WORK INSTRUCTION => Repeat the entries exactly as they are written.

[[ RAW DATA open ]]

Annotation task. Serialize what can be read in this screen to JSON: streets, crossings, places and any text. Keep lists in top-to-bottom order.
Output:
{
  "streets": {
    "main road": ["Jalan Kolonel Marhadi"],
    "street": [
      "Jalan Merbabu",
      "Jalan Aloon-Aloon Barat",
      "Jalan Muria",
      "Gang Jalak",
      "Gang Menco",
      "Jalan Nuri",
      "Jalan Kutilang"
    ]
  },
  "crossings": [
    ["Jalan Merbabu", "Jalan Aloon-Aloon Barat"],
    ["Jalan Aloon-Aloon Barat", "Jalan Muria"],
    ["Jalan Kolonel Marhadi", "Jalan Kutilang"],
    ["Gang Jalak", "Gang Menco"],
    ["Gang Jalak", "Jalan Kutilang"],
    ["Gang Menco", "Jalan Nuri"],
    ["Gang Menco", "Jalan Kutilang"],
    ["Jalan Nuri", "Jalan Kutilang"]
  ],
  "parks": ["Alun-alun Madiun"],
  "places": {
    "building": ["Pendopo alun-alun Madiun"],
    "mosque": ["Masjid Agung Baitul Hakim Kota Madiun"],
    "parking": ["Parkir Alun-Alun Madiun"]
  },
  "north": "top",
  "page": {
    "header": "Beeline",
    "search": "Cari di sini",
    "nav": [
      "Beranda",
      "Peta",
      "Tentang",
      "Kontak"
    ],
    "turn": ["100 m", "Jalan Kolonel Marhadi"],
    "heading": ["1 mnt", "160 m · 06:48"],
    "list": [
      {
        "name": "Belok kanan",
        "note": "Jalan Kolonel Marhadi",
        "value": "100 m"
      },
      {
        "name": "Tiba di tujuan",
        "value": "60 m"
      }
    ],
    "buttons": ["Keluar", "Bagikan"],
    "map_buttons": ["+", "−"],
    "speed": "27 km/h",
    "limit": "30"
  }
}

[[ RAW DATA closed ]]

SOLUTION FOR THIS TASK =>
Annotation task. Serialize what can be read in this screen to JSON: streets, crossings, places and any text. Keep lists in top-to-bottom order.
Output:
{
  "streets": {
    "main road": ["Jalan Kolonel Marhadi"],
    "street": [
      "Jalan Merbabu",
      "Jalan Aloon-Aloon Barat",
      "Jalan Muria",
      "Gang Jalak",
      "Gang Menco",
      "Jalan Nuri",
      "Jalan Kutilang"
    ]
  },
  "crossings": [
    ["Jalan Merbabu", "Jalan Aloon-Aloon Barat"],
    ["Jalan Aloon-Aloon Barat", "Jalan Muria"],
    ["Jalan Kolonel Marhadi", "Jalan Kutilang"],
    ["Gang Jalak", "Gang Menco"],
    ["Gang Jalak", "Jalan Kutilang"],
    ["Gang Menco", "Jalan Nuri"],
    ["Gang Menco", "Jalan Kutilang"],
    ["Jalan Nuri", "Jalan Kutilang"]
  ],
  "parks": ["Alun-alun Madiun"],
  "places": {
    "building": ["Pendopo alun-alun Madiun"],
    "mosque": ["Masjid Agung Baitul Hakim Kota Madiun"],
    "parking": ["Parkir Alun-Alun Madiun"]
  },
  "north": "top",
  "page": {
    "header": "Beeline",
    "search": "Cari di sini",
    "nav": [
      "Beranda",
      "Peta",
      "Tentang",
      "Kontak"
    ],
    "turn": ["100 m", "Jalan Kolonel Marhadi"],
    "heading": ["1 mnt", "160 m · 06:48"],
    "list": [
      {
        "name": "Belok kanan",
        "note": "Jalan Kolonel Marhadi",
        "value": "100 m"
      },
      {
        "name": "Tiba di tujuan",
        "value": "60 m"
      }
    ],
    "buttons": ["Keluar", "Bagikan"],
    "map_buttons": ["+", "−"],
    "speed": "27 km/h",
    "limit": "30"
  }
}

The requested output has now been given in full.